Your answer must be an exact copy of every record.

--- START ---

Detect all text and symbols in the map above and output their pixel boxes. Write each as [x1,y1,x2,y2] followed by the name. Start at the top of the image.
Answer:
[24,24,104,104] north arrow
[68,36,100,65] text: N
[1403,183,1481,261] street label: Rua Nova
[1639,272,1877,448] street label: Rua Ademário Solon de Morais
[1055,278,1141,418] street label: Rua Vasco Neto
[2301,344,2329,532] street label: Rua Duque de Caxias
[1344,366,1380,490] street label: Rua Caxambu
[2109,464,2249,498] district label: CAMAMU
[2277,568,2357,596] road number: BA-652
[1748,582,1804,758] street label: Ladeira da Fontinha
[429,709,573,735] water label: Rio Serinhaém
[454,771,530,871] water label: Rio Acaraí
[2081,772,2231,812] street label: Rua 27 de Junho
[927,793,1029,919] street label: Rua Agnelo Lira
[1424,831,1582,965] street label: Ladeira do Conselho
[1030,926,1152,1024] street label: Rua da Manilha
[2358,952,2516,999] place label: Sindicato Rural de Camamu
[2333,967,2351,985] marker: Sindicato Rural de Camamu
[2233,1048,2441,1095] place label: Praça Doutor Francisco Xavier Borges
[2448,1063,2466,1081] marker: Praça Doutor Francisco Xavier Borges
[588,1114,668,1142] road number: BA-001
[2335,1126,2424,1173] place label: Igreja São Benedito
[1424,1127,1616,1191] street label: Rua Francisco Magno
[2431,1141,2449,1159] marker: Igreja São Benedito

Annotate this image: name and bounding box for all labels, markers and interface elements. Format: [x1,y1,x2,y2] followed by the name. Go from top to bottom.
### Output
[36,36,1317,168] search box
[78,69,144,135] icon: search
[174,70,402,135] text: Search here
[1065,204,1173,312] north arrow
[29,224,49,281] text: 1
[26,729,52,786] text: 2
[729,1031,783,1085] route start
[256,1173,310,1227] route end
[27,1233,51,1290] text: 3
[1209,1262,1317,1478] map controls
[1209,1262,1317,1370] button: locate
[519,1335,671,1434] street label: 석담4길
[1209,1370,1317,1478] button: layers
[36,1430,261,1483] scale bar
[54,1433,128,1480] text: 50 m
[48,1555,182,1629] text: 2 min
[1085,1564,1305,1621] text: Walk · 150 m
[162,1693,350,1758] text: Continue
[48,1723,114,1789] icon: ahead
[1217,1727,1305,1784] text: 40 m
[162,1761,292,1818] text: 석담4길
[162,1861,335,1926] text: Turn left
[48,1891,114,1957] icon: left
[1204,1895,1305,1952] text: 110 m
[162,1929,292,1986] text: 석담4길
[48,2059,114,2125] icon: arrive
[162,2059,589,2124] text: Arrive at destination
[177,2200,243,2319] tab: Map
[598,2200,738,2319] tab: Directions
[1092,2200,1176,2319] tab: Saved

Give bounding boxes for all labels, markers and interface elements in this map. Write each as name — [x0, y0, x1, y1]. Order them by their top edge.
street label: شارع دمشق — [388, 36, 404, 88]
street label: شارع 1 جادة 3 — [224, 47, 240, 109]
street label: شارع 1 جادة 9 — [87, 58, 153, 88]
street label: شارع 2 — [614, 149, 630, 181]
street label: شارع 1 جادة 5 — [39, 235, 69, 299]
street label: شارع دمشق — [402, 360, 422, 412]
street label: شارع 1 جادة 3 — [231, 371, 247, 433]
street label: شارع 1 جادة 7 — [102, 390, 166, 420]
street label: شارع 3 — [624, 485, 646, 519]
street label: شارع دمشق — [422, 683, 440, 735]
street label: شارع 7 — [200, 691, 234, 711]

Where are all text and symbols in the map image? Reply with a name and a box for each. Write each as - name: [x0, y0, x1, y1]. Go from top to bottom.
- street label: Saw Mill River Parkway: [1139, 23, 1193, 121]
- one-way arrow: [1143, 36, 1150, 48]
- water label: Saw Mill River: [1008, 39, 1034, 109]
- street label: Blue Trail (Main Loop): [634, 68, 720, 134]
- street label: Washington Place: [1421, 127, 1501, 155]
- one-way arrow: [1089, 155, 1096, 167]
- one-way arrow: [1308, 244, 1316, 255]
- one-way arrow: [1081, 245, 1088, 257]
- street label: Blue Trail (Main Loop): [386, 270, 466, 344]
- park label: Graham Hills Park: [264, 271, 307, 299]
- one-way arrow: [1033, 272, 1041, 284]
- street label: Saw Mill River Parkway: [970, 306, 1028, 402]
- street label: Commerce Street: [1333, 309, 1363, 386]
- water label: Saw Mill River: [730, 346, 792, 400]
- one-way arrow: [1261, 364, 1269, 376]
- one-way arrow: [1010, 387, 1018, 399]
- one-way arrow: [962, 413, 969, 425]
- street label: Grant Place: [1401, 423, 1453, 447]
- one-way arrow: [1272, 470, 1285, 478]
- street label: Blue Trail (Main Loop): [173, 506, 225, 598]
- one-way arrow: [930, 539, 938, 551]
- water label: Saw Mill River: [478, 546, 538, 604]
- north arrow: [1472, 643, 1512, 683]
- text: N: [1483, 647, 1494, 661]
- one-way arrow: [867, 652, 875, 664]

--- END ---

Output of the exercise:
Detect all text and symbols in the map above and output their pixel boxes. Write each as [x1,y1,x2,y2] followed by the name. Start at the top of the image.
Answer:
[24,24,104,104] north arrow
[68,36,100,65] text: N
[1403,183,1481,261] street label: Rua Nova
[1639,272,1877,448] street label: Rua Ademário Solon de Morais
[1055,278,1141,418] street label: Rua Vasco Neto
[2301,344,2329,532] street label: Rua Duque de Caxias
[1344,366,1380,490] street label: Rua Caxambu
[2109,464,2249,498] district label: CAMAMU
[2277,568,2357,596] road number: BA-652
[1748,582,1804,758] street label: Ladeira da Fontinha
[429,709,573,735] water label: Rio Serinhaém
[454,771,530,871] water label: Rio Acaraí
[2081,772,2231,812] street label: Rua 27 de Junho
[927,793,1029,919] street label: Rua Agnelo Lira
[1424,831,1582,965] street label: Ladeira do Conselho
[1030,926,1152,1024] street label: Rua da Manilha
[2358,952,2516,999] place label: Sindicato Rural de Camamu
[2333,967,2351,985] marker: Sindicato Rural de Camamu
[2233,1048,2441,1095] place label: Praça Doutor Francisco Xavier Borges
[2448,1063,2466,1081] marker: Praça Doutor Francisco Xavier Borges
[588,1114,668,1142] road number: BA-001
[2335,1126,2424,1173] place label: Igreja São Benedito
[1424,1127,1616,1191] street label: Rua Francisco Magno
[2431,1141,2449,1159] marker: Igreja São Benedito

Annotate this image: name and bounding box for all labels, markers and interface elements. Format: [x1,y1,x2,y2] followed by the name. Go from top to bottom.
### Output
[36,36,1317,168] search box
[78,69,144,135] icon: search
[174,70,402,135] text: Search here
[1065,204,1173,312] north arrow
[29,224,49,281] text: 1
[26,729,52,786] text: 2
[729,1031,783,1085] route start
[256,1173,310,1227] route end
[27,1233,51,1290] text: 3
[1209,1262,1317,1478] map controls
[1209,1262,1317,1370] button: locate
[519,1335,671,1434] street label: 석담4길
[1209,1370,1317,1478] button: layers
[36,1430,261,1483] scale bar
[54,1433,128,1480] text: 50 m
[48,1555,182,1629] text: 2 min
[1085,1564,1305,1621] text: Walk · 150 m
[162,1693,350,1758] text: Continue
[48,1723,114,1789] icon: ahead
[1217,1727,1305,1784] text: 40 m
[162,1761,292,1818] text: 석담4길
[162,1861,335,1926] text: Turn left
[48,1891,114,1957] icon: left
[1204,1895,1305,1952] text: 110 m
[162,1929,292,1986] text: 석담4길
[48,2059,114,2125] icon: arrive
[162,2059,589,2124] text: Arrive at destination
[177,2200,243,2319] tab: Map
[598,2200,738,2319] tab: Directions
[1092,2200,1176,2319] tab: Saved

Give bounding boxes for all labels, markers and interface elements in this map. Write each as name — [x0, y0, x1, y1]. Order them by their top edge.
street label: شارع دمشق — [388, 36, 404, 88]
street label: شارع 1 جادة 3 — [224, 47, 240, 109]
street label: شارع 1 جادة 9 — [87, 58, 153, 88]
street label: شارع 2 — [614, 149, 630, 181]
street label: شارع 1 جادة 5 — [39, 235, 69, 299]
street label: شارع دمشق — [402, 360, 422, 412]
street label: شارع 1 جادة 3 — [231, 371, 247, 433]
street label: شارع 1 جادة 7 — [102, 390, 166, 420]
street label: شارع 3 — [624, 485, 646, 519]
street label: شارع دمشق — [422, 683, 440, 735]
street label: شارع 7 — [200, 691, 234, 711]

Where are all text and symbols in the map image? Reply with a name and a box for each. Write each as - name: [x0, y0, x1, y1]. Go from top to bottom.
- street label: Saw Mill River Parkway: [1139, 23, 1193, 121]
- one-way arrow: [1143, 36, 1150, 48]
- water label: Saw Mill River: [1008, 39, 1034, 109]
- street label: Blue Trail (Main Loop): [634, 68, 720, 134]
- street label: Washington Place: [1421, 127, 1501, 155]
- one-way arrow: [1089, 155, 1096, 167]
- one-way arrow: [1308, 244, 1316, 255]
- one-way arrow: [1081, 245, 1088, 257]
- street label: Blue Trail (Main Loop): [386, 270, 466, 344]
- park label: Graham Hills Park: [264, 271, 307, 299]
- one-way arrow: [1033, 272, 1041, 284]
- street label: Saw Mill River Parkway: [970, 306, 1028, 402]
- street label: Commerce Street: [1333, 309, 1363, 386]
- water label: Saw Mill River: [730, 346, 792, 400]
- one-way arrow: [1261, 364, 1269, 376]
- one-way arrow: [1010, 387, 1018, 399]
- one-way arrow: [962, 413, 969, 425]
- street label: Grant Place: [1401, 423, 1453, 447]
- one-way arrow: [1272, 470, 1285, 478]
- street label: Blue Trail (Main Loop): [173, 506, 225, 598]
- one-way arrow: [930, 539, 938, 551]
- water label: Saw Mill River: [478, 546, 538, 604]
- north arrow: [1472, 643, 1512, 683]
- text: N: [1483, 647, 1494, 661]
- one-way arrow: [867, 652, 875, 664]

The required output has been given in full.